When considering the way forward, it was clear that the ruin should not be interpreted as a backdrop for a completely new architecture but neither was an exact reconstruction of what had been irreversibly lost in the war seen as an option. Chipperfield in an interview with De Kort Van Schaik 3: “The worst thing in my opinion would have been trying to recreate the original building with all the decorations. It would not only leave the war out but also a hundred years of historical intellectual development. You would go back to a sort of heroic simplification of history as a linear thing on the walls.”

Alexander Schwarz, design director at the Berlin office of David Chipperfield Architects and responsible for the design of the Neues Museum, explains 4 that there are three different realities of the Neues Museum, which could be possible points of reference for the redevelopment of the museum:

  1. The original idea of the design of the museum reflected by the first masterplan of the Museum Island; an acropolis like structure in a flat Berlin, with the Neues museum as a freestanding extension of the Altes Museum, linked by a bridge.

  2. The state of the museum just before World War II; a treasure house with grand collections.

  3. The reality of the ruin; the state of the building in which the architects found the building.

The presence of the ruin was the most thrilling starting point. The ruin was a powerfull physical space with a raw material quality. The genius loci of the ruin fascinated the architects. However, the task was not to preserve the ruin. The task was to rebuild the museum. This meant the task of the architects was to intergrate the ruin into a new structure, working as a museum, no longer being a ruin. The key aims of the project were to recomplete the original volume and to repair and restore the parts that remained after the destruction of World War II. A single continuous structure that incorporates nearly all of the available damaged fabric while allowing a series of contemporary elements to be added became the preferred path.

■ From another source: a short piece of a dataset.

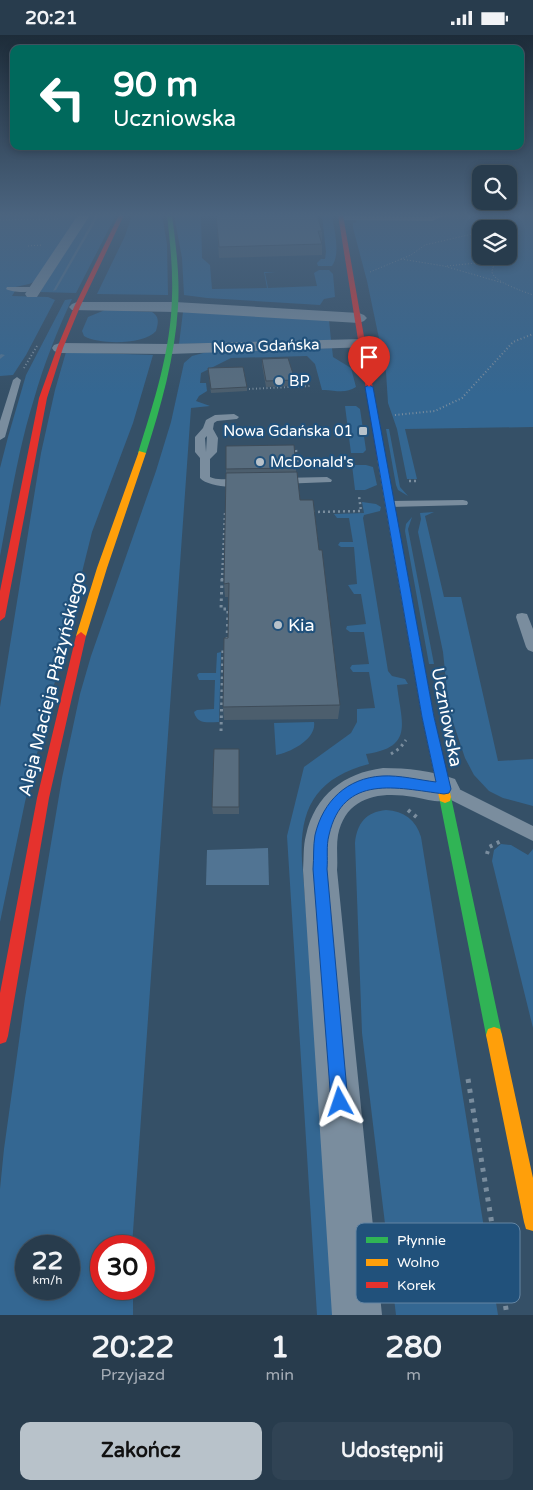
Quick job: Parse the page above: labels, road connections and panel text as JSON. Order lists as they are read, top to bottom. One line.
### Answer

The restoration and repair of the existing elements of the building were driven by the idea that the spatial context and materiality of the original structure should be emphasised; the contemporary reflects the lost but without imitating it. The original sequence of rooms was restored with newly built sections that create continuity with the existing structure. All the gaps in the existing structure were filled in without competing with its brightness or surface. But architecture always has a material, with an expression, it is not neutral. The main issue to be tackled by the architects was: how to recomplete the volume of the building? And with what material?

The brick volumes that were missing on the outside of the building were recreated by a continuous material, which is reclaimed brick. The recycled handmade bricks have a slight color range, complementing the preserved sections.
The new exhibition rooms are built of prefabricated concrete elements. The original layout of the main staircase was recreated, because the circulation only made sense with this diagonal movement. Formed from the same concrete elements, the new main staircase repeats the formal idea of the original without replicating it.

For every room in the museum the question was asked: what to do to bring forward the material that survived? This one question let to very different results for every room. Sometimes the walls were plastered, sometimes they were not.

Within the design approach of David Chipperfield Architects the emphasis was on bringing forward and recompleting what is already there, rather then on inventing a new quality. This approach is similar to the vision of Michael van Gessel of ‘articulating what is already there’. Just like Van Gessel, David Chipperfield Architects build out of what excisted. However, the new additions remember what was there, but do not recreate it. The new is not copying the old, but remembers what is lost in a new form. Furthermore, David Chipperfield Architects is not so much interested in the border between new and old, like Carlo Scarpa, but in the transition between new and old: how does new and old make a new whole thing?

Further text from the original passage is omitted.